TASK BRIEF = In the data below, count every line that holds the string "center" and reply with the number alone.

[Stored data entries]
+--
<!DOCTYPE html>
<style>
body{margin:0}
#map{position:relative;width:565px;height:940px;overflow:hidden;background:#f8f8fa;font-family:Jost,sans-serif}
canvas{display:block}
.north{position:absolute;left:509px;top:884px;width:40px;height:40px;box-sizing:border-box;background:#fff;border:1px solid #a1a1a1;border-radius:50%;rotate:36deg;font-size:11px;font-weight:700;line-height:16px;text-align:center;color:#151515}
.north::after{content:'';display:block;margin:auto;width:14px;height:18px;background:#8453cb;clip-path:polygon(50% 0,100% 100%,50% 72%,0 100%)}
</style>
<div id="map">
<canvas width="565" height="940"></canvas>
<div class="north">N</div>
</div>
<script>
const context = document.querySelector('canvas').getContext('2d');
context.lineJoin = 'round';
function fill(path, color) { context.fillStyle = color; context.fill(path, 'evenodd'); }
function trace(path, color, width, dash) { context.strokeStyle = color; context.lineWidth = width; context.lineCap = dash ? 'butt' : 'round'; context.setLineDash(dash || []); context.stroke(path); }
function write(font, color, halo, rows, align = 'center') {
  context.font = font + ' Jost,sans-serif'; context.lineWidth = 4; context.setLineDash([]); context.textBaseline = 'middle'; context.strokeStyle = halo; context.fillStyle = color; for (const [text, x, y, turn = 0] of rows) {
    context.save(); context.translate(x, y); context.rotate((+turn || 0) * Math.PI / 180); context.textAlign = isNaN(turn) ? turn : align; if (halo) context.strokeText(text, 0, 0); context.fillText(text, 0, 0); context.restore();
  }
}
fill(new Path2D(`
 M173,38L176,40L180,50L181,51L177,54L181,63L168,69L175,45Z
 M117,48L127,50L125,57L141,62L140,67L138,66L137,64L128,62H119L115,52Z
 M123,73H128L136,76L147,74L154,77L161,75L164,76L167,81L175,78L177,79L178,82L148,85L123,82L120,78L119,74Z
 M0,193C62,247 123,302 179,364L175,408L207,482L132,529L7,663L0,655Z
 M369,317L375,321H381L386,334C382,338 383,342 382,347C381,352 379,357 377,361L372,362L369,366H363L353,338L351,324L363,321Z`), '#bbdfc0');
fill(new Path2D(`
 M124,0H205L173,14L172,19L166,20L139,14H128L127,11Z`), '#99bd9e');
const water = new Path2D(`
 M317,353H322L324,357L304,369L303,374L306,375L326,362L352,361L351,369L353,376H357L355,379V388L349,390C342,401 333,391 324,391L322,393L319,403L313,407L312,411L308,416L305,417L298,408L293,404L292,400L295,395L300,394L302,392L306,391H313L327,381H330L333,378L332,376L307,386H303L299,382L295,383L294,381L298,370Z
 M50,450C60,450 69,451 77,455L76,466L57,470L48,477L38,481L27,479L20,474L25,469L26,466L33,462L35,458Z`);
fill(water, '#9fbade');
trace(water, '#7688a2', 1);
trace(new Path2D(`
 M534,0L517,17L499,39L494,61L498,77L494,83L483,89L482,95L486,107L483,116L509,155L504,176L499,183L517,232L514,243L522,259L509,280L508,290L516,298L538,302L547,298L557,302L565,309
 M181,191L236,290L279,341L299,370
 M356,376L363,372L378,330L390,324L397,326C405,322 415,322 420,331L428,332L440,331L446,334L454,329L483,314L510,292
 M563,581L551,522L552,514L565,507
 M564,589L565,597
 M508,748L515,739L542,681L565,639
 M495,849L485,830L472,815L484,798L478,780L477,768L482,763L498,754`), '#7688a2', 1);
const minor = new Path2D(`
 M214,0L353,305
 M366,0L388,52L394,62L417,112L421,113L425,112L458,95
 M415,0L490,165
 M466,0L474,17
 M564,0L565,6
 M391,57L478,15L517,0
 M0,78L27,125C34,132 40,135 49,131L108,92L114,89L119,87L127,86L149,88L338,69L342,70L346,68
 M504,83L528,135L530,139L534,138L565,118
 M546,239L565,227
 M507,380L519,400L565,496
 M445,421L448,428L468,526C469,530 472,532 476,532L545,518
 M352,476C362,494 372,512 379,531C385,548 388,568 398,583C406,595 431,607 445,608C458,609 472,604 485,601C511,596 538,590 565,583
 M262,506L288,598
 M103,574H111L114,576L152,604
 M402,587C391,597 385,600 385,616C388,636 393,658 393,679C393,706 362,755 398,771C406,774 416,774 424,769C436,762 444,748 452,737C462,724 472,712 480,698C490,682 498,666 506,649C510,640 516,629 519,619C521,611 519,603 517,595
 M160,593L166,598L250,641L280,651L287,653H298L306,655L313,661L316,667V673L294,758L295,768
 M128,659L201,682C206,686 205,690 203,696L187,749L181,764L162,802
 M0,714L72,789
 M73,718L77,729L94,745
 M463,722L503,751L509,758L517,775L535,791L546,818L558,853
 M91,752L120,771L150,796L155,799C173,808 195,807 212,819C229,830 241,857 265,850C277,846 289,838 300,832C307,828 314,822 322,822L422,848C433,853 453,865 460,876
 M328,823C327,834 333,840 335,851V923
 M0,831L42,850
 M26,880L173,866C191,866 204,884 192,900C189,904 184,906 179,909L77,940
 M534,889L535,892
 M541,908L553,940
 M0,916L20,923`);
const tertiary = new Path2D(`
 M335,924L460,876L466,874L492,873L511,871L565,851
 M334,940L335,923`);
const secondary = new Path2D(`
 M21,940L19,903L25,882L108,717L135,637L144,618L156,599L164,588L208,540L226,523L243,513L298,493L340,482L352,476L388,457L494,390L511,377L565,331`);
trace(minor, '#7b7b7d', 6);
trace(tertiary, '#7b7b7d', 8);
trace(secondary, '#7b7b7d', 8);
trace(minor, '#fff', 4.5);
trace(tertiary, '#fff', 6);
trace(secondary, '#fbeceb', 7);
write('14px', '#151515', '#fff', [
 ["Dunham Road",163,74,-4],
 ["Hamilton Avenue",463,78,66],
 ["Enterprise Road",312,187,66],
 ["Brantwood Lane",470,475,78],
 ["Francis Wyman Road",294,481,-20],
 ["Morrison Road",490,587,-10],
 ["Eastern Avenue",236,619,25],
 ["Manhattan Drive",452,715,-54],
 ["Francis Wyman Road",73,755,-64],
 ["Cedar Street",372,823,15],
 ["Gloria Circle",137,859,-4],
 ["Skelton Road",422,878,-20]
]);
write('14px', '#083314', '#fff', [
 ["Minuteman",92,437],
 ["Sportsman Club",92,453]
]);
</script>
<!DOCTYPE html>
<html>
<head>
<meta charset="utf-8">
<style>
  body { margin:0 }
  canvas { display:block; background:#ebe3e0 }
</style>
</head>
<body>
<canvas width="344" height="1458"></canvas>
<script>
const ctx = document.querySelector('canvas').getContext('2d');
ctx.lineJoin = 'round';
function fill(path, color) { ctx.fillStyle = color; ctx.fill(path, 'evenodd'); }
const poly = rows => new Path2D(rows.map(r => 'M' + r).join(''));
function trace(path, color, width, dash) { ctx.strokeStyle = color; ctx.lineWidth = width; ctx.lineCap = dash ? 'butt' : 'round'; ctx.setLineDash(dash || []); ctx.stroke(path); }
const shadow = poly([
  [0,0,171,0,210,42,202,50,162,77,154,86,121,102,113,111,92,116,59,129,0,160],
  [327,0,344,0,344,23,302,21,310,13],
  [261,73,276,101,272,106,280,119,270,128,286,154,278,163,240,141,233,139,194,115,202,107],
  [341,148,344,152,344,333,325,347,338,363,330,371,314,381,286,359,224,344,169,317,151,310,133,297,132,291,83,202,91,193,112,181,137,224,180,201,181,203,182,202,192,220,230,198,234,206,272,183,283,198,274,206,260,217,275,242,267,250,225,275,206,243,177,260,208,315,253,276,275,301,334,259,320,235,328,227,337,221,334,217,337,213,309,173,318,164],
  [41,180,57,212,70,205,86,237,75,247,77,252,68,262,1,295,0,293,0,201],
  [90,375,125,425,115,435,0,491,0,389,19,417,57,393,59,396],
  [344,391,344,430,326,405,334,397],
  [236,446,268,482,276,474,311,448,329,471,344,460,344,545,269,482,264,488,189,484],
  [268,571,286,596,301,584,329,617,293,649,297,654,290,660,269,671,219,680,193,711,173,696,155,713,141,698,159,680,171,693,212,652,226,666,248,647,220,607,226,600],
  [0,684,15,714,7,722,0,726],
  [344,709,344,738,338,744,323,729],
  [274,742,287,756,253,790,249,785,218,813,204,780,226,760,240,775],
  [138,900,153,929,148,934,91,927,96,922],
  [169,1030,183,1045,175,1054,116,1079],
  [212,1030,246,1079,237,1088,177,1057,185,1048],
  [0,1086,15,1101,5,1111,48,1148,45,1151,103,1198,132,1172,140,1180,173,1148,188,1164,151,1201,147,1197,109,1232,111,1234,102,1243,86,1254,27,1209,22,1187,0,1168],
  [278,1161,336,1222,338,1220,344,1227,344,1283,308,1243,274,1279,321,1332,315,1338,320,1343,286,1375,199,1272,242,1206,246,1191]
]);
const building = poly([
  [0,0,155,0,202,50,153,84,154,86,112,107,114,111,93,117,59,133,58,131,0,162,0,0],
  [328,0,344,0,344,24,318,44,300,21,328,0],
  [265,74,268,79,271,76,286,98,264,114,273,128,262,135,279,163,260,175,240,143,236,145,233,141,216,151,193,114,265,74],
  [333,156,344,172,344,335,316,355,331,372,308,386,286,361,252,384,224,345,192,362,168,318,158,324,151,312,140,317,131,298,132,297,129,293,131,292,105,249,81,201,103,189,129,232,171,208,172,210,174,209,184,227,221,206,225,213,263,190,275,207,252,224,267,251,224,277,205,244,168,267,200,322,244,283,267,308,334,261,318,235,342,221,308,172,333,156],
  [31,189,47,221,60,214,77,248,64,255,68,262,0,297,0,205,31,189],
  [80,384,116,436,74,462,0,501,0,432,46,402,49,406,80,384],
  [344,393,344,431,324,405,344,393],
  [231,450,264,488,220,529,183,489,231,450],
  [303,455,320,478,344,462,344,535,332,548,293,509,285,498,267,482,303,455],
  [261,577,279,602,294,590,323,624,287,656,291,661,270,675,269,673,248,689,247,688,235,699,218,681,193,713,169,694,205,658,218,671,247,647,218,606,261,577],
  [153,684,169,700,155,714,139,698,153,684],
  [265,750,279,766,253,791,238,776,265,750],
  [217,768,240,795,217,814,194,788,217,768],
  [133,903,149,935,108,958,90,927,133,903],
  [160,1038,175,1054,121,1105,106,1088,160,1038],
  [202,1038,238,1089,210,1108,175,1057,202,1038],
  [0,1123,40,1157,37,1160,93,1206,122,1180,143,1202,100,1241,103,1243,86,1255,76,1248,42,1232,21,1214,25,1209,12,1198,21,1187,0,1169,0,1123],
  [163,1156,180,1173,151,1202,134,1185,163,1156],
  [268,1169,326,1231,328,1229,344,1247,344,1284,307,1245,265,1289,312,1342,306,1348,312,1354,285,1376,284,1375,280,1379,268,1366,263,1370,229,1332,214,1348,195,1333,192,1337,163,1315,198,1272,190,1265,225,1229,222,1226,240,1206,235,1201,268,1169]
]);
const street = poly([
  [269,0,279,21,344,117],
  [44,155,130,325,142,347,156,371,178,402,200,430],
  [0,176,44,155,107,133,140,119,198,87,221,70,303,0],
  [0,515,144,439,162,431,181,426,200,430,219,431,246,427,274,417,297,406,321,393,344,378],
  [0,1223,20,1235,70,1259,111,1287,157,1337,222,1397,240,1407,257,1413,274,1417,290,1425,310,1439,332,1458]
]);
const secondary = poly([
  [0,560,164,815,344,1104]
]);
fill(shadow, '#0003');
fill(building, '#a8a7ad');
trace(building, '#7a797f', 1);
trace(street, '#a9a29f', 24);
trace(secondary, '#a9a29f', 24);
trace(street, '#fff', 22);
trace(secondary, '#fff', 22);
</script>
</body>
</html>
+--
TASK ANSWER = 2